- [Your assignment] Find the word "bounding" in the data below and copy each line that holds it.

(Collected data)
• • • •

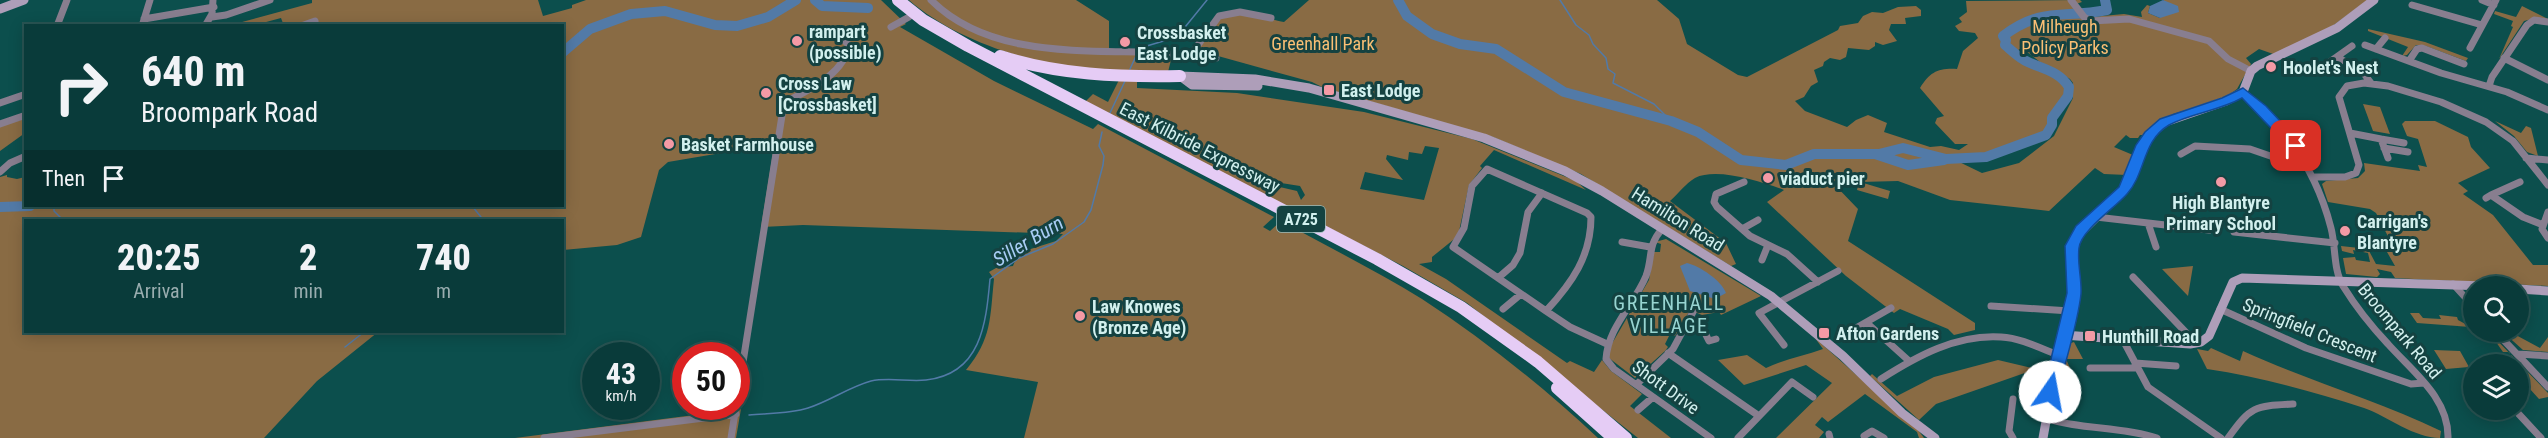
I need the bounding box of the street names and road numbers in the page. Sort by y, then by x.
street label: East Kilbride Expressway [1116,97,1284,197]
street label: Hamilton Road [1628,182,1728,256]
road number: A725 [1277,206,1325,232]
street label: Broompark Road [2354,279,2446,383]
street label: Springfield Crescent [2240,294,2380,366]
street label: Shott Drive [1628,356,1704,418]

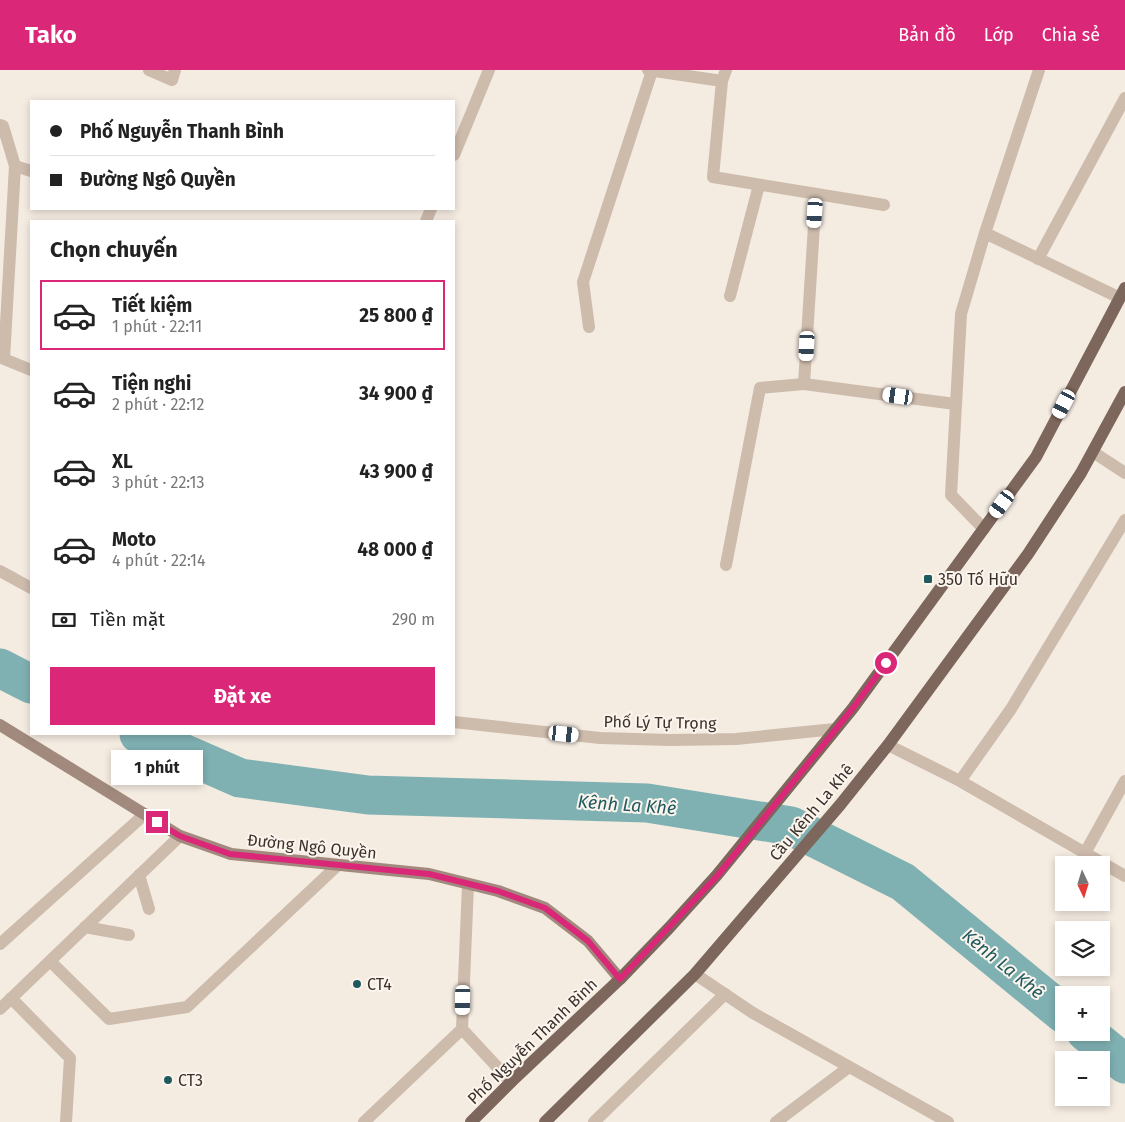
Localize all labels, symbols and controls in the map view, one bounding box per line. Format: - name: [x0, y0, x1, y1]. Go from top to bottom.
- text: Tako: [25, 21, 77, 49]
- text: Bản đồ: [898, 24, 956, 46]
- text: Lớp: [984, 24, 1014, 46]
- text: Chia sẻ: [1042, 24, 1100, 46]
- text: Phố Nguyễn Thanh Bình: [80, 120, 284, 143]
- text: Đường Ngô Quyền: [80, 168, 236, 191]
- car: [806, 198, 823, 228]
- text: Chọn chuyến: [50, 236, 178, 263]
- icon: car: [52, 293, 97, 338]
- text: Tiết kiệm: [112, 294, 192, 317]
- text: 25 800 ₫: [359, 304, 433, 327]
- text: 1 phút · 22:11: [112, 317, 202, 336]
- car: [798, 331, 815, 361]
- icon: car: [52, 371, 97, 416]
- text: Tiện nghi: [112, 372, 191, 395]
- text: 34 900 ₫: [359, 382, 433, 405]
- car: [882, 386, 913, 406]
- car: [1050, 387, 1077, 421]
- text: 2 phút · 22:12: [112, 395, 204, 414]
- icon: car: [52, 449, 97, 494]
- text: XL: [112, 450, 133, 473]
- text: 43 900 ₫: [359, 460, 433, 483]
- text: 3 phút · 22:13: [112, 473, 204, 492]
- car: [987, 487, 1016, 521]
- icon: car: [52, 527, 97, 572]
- text: Moto: [112, 528, 156, 551]
- text: 48 000 ₫: [357, 538, 433, 561]
- text: 4 phút · 22:14: [112, 551, 206, 570]
- place label: 350 Tố Hữu: [938, 569, 1018, 589]
- marker: 350 Tố Hữu: [922, 573, 934, 585]
- icon: cash: [50, 606, 78, 634]
- text: Tiền mặt: [90, 608, 165, 631]
- text: 290 m: [392, 610, 435, 629]
- route start: [875, 652, 897, 674]
- button: Đặt xe: [50, 667, 435, 725]
- street label: Phố Lý Tự Trọng: [603, 711, 717, 733]
- car: [548, 725, 579, 743]
- callout: 1 phút: [111, 750, 203, 784]
- text: 1 phút: [134, 758, 180, 777]
- street label: Cầu Kênh La Khê: [765, 760, 857, 864]
- water label: Kênh La Khê: [577, 791, 677, 819]
- route end: [146, 811, 168, 833]
- street label: Đường Ngô Quyền: [246, 829, 378, 863]
- north arrow: [1055, 856, 1110, 911]
- map controls: [1055, 856, 1110, 1106]
- button: layers: [1055, 921, 1110, 976]
- water label: Kênh La Khê: [958, 924, 1048, 1004]
- street label: Phố Nguyễn Thanh Bình: [463, 974, 601, 1108]
- place label: CT4: [367, 975, 392, 994]
- marker: CT4: [351, 978, 363, 990]
- car: [455, 985, 470, 1015]
- button: +: [1055, 986, 1110, 1041]
- button: −: [1055, 1051, 1110, 1106]
- place label: CT3: [178, 1071, 203, 1090]
- marker: CT3: [162, 1074, 174, 1086]

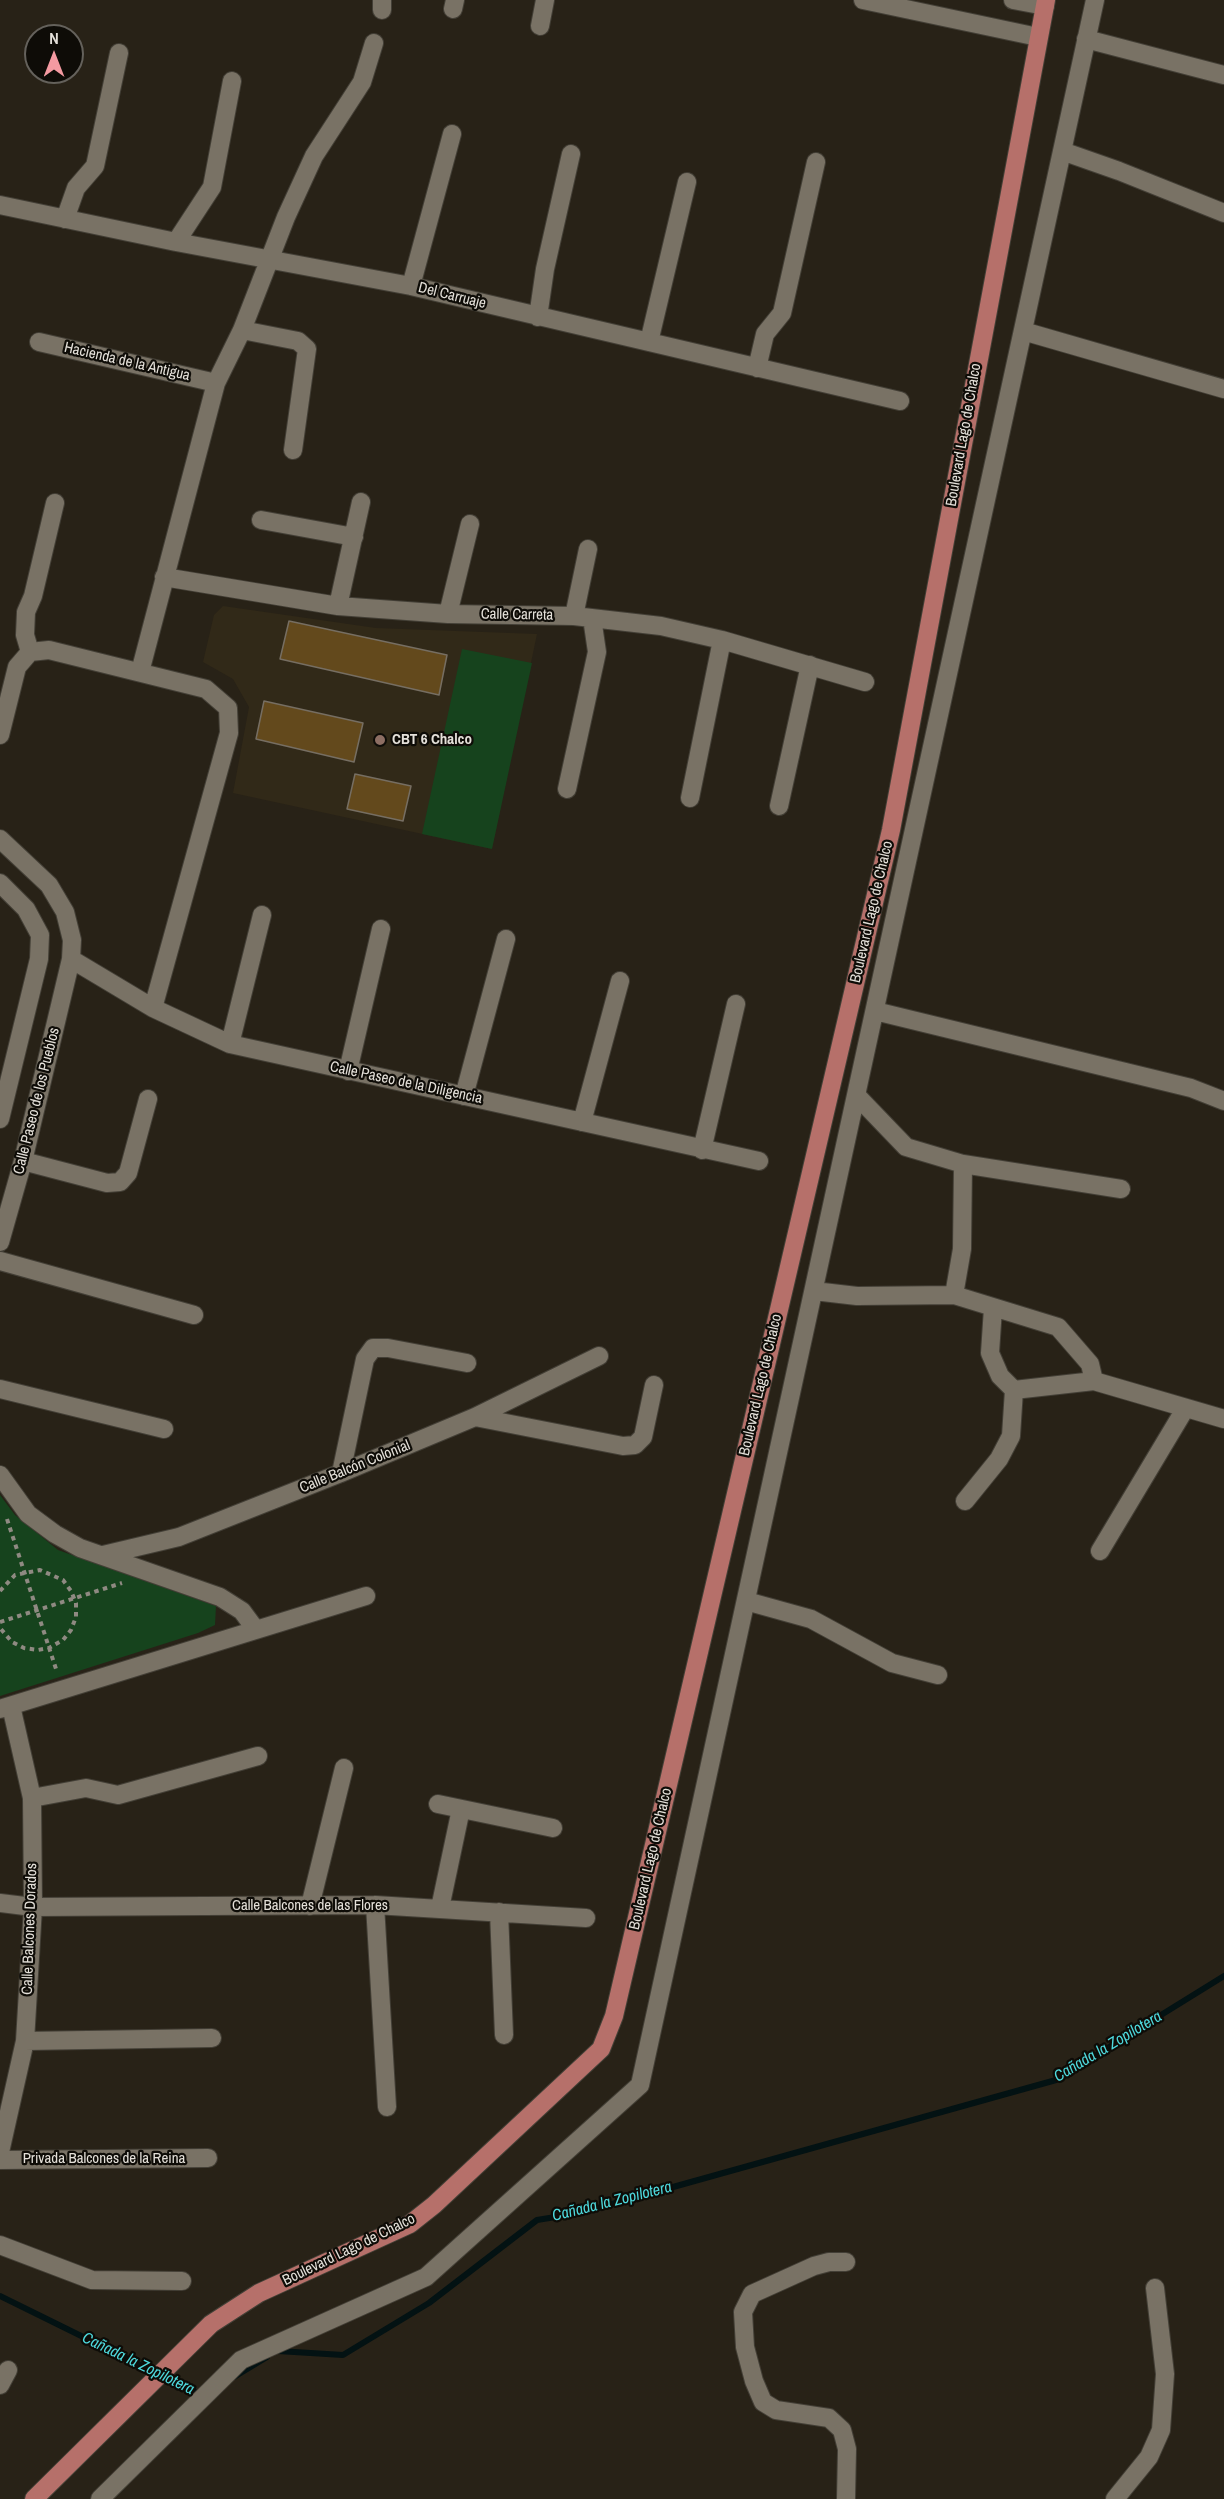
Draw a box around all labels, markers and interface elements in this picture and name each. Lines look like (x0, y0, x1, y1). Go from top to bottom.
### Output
north arrow (24, 24, 84, 84)
text: N (49, 27, 59, 49)
street label: Del Carruaje (416, 279, 488, 313)
street label: Hacienda de la Antigua (62, 339, 192, 385)
street label: Boulevard Lago de Chalco (943, 362, 985, 508)
street label: Calle Carreta (481, 605, 553, 625)
place label: CBT 6 Chalco (392, 731, 472, 749)
marker: CBT 6 Chalco (373, 733, 387, 747)
street label: Boulevard Lago de Chalco (847, 839, 897, 985)
street label: Calle Paseo de los Pueblos (10, 1026, 64, 1176)
street label: Calle Paseo de la Diligencia (328, 1058, 484, 1108)
street label: Boulevard Lago de Chalco (736, 1312, 786, 1458)
street label: Calle Balcón Colonial (297, 1437, 413, 1497)
street label: Boulevard Lago de Chalco (626, 1786, 676, 1932)
street label: Calle Balcones Dorados (19, 1863, 41, 1995)
street label: Calle Balcones de las Flores (232, 1897, 388, 1915)
water label: Cañada la Zopilotera (1051, 2007, 1165, 2087)
street label: Privada Balcones de la Reina (23, 2150, 185, 2168)
water label: Cañada la Zopilotera (550, 2178, 674, 2226)
street label: Boulevard Lago de Chalco (280, 2210, 418, 2290)
water label: Cañada la Zopilotera (79, 2329, 197, 2399)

• • • •

- [Reply]
I need the bounding box of the street names and road numbers in the page. Sort by y, then by x.
Localize all labels, symbols and controls in the map view, one bounding box per line. Format: - name: [x0, y0, x1, y1]. Go from top to bottom.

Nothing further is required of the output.